- Instructions to follow
Each line from the start of the entries through the line that contains "height:2.5px; margin:-1.25px; padding:0" should be output exactly, please.

- Data excerpts
****
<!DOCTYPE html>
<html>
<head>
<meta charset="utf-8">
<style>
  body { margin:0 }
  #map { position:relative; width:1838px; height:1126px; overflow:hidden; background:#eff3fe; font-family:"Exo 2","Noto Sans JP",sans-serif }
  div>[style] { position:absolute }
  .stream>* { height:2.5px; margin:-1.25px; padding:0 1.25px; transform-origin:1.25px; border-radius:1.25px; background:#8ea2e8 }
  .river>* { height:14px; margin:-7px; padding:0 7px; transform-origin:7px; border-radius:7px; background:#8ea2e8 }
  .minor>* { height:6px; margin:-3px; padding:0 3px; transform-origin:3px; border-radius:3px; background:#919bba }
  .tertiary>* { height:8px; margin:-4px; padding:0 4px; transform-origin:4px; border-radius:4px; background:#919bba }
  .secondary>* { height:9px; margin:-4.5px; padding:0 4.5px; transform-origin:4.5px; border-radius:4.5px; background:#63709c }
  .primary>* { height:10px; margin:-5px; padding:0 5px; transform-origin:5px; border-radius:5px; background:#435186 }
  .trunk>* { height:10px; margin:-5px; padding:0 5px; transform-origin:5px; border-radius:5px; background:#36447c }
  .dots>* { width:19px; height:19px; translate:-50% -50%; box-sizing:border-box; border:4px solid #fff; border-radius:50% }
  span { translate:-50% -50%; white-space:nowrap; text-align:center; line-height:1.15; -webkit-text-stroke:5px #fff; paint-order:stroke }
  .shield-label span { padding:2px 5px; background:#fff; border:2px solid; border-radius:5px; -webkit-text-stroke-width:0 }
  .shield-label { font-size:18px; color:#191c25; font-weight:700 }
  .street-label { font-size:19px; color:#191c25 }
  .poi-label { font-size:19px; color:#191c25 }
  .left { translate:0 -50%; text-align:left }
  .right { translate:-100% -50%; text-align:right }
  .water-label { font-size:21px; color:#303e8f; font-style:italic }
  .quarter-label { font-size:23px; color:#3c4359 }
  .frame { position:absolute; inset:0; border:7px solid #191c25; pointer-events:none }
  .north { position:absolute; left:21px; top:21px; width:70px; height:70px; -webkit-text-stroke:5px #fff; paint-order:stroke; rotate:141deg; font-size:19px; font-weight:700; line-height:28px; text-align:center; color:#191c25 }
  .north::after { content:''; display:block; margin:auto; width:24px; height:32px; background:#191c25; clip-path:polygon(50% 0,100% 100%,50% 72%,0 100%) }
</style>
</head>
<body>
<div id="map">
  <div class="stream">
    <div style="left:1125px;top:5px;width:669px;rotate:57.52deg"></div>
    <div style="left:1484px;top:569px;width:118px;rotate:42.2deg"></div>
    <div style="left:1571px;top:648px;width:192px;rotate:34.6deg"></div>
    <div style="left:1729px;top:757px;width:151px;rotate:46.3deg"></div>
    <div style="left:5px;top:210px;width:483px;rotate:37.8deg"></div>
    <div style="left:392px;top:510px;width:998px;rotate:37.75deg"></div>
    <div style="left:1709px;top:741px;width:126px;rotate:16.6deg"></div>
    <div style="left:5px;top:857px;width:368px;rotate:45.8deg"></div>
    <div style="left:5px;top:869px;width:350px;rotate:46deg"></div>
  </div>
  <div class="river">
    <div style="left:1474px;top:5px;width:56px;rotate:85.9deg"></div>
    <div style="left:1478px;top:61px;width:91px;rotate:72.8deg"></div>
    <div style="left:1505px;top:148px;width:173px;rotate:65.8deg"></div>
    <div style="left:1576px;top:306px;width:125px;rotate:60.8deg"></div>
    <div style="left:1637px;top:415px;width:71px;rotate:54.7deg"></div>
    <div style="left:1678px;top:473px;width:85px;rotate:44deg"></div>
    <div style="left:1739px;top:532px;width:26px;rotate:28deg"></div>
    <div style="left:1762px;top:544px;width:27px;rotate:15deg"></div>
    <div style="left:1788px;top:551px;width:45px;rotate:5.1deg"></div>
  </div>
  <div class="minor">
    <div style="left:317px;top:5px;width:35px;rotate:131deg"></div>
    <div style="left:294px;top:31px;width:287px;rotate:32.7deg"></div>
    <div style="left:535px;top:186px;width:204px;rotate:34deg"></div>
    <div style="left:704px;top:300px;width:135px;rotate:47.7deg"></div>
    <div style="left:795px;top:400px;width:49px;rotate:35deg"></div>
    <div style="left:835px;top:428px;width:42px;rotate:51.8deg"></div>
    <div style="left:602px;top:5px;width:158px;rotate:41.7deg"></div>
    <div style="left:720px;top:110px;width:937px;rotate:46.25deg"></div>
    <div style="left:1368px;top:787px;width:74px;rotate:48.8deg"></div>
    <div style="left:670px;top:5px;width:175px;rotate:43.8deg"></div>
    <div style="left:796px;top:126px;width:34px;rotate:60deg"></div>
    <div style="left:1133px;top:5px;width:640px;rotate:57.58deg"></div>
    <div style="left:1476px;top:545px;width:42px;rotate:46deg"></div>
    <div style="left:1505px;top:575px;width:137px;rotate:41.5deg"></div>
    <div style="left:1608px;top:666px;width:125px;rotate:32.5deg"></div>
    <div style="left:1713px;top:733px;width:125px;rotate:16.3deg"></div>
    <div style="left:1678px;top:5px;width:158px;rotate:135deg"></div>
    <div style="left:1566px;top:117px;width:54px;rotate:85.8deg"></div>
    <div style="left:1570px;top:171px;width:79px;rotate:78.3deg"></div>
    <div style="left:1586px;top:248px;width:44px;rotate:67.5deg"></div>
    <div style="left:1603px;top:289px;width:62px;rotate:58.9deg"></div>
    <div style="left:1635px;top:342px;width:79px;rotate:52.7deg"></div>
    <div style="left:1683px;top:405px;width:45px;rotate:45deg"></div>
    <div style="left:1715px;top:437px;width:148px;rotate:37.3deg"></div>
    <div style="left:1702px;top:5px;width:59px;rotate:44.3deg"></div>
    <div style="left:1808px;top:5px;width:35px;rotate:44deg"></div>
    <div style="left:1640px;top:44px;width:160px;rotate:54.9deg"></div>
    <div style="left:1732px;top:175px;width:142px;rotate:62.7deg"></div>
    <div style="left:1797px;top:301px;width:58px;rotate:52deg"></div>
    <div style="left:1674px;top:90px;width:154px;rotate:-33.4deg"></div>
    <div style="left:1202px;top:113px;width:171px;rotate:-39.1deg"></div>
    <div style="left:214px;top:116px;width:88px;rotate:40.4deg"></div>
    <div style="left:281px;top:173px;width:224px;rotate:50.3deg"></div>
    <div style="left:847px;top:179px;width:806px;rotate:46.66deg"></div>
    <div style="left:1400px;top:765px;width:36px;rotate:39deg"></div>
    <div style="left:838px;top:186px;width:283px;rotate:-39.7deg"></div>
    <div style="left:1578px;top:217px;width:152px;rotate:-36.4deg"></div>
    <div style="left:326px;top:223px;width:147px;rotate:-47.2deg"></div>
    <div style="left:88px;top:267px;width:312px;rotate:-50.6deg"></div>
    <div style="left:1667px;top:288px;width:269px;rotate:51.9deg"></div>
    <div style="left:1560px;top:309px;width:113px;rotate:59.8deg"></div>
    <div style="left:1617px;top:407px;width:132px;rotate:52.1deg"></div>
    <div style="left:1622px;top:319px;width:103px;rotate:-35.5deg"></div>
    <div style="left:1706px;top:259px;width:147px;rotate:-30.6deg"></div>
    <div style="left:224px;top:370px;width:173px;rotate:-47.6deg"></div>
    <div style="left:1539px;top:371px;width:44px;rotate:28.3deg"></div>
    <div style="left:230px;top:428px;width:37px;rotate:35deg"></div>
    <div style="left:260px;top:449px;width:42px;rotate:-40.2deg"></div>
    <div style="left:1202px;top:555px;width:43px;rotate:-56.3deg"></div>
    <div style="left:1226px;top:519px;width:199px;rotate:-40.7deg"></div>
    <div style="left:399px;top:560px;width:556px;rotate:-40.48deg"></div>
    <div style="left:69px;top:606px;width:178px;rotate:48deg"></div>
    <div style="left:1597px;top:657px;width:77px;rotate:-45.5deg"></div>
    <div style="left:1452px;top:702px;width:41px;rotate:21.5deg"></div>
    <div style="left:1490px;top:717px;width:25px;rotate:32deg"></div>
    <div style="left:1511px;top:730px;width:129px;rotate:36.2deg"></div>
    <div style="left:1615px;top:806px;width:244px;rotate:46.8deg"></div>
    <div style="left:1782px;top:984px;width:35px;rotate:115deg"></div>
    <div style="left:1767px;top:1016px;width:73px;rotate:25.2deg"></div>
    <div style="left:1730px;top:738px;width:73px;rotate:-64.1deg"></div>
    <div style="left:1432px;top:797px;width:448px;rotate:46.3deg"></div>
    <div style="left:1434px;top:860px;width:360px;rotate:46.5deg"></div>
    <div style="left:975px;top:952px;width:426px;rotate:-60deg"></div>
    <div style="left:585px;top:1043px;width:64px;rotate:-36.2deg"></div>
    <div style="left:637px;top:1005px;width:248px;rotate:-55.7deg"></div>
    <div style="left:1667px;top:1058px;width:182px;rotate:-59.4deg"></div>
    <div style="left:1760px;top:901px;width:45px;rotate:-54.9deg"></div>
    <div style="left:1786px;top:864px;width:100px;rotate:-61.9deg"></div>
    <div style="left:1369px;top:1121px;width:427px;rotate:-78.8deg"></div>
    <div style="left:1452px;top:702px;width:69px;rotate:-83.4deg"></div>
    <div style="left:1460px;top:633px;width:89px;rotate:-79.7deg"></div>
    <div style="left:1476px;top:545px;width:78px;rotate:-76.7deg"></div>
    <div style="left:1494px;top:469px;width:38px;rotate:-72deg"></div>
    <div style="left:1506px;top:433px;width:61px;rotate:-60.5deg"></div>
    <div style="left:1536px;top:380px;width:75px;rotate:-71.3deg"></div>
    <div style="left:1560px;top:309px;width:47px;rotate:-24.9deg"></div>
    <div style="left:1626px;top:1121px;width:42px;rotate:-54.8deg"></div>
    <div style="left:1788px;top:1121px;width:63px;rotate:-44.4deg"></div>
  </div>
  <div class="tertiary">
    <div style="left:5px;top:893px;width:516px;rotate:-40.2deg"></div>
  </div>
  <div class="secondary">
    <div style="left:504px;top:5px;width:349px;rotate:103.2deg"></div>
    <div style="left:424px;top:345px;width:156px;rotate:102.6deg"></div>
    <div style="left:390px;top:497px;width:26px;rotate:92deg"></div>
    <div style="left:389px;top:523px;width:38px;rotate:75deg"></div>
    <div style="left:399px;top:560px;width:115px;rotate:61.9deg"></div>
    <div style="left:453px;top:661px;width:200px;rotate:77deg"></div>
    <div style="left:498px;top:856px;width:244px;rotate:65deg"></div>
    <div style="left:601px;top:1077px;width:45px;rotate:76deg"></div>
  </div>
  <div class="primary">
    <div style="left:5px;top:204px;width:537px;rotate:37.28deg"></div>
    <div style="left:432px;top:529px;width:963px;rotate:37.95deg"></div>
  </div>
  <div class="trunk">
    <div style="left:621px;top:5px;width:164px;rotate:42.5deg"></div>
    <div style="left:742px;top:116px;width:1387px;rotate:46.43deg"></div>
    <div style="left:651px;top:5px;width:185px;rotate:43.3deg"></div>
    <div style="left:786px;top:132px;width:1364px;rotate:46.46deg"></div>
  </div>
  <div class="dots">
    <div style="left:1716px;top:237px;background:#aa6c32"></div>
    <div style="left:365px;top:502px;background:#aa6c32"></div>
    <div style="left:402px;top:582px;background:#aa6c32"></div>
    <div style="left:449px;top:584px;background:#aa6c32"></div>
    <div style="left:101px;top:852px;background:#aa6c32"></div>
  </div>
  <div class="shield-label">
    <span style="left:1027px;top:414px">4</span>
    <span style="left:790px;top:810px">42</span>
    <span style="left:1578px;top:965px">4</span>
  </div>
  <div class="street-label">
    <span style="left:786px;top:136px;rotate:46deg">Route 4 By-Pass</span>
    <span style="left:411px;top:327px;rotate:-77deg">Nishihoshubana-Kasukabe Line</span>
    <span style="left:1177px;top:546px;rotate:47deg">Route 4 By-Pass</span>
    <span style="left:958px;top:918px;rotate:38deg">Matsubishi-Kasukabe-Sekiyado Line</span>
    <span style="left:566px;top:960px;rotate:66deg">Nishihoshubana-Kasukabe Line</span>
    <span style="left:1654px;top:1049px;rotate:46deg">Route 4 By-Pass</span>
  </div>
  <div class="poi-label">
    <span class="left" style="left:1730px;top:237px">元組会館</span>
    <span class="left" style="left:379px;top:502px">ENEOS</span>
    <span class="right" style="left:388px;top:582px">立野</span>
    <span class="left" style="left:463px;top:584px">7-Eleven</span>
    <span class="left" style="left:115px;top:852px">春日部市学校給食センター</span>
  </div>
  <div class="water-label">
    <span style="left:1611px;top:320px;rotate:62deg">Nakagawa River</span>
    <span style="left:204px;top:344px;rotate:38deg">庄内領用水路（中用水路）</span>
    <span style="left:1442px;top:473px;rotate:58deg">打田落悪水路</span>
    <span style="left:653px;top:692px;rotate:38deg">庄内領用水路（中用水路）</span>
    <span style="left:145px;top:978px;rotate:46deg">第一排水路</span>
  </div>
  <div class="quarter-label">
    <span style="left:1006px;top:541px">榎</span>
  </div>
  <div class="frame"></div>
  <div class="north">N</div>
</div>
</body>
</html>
****
- Your response
<!DOCTYPE html>
<html>
<head>
<meta charset="utf-8">
<style>
  body { margin:0 }
  #map { position:relative; width:1838px; height:1126px; overflow:hidden; background:#eff3fe; font-family:"Exo 2","Noto Sans JP",sans-serif }
  div>[style] { position:absolute }
  .stream>* { height:2.5px; margin:-1.25px; padding:0 1.25px; transform-origin:1.25px; border-radius:1.25px; background:#8ea2e8 }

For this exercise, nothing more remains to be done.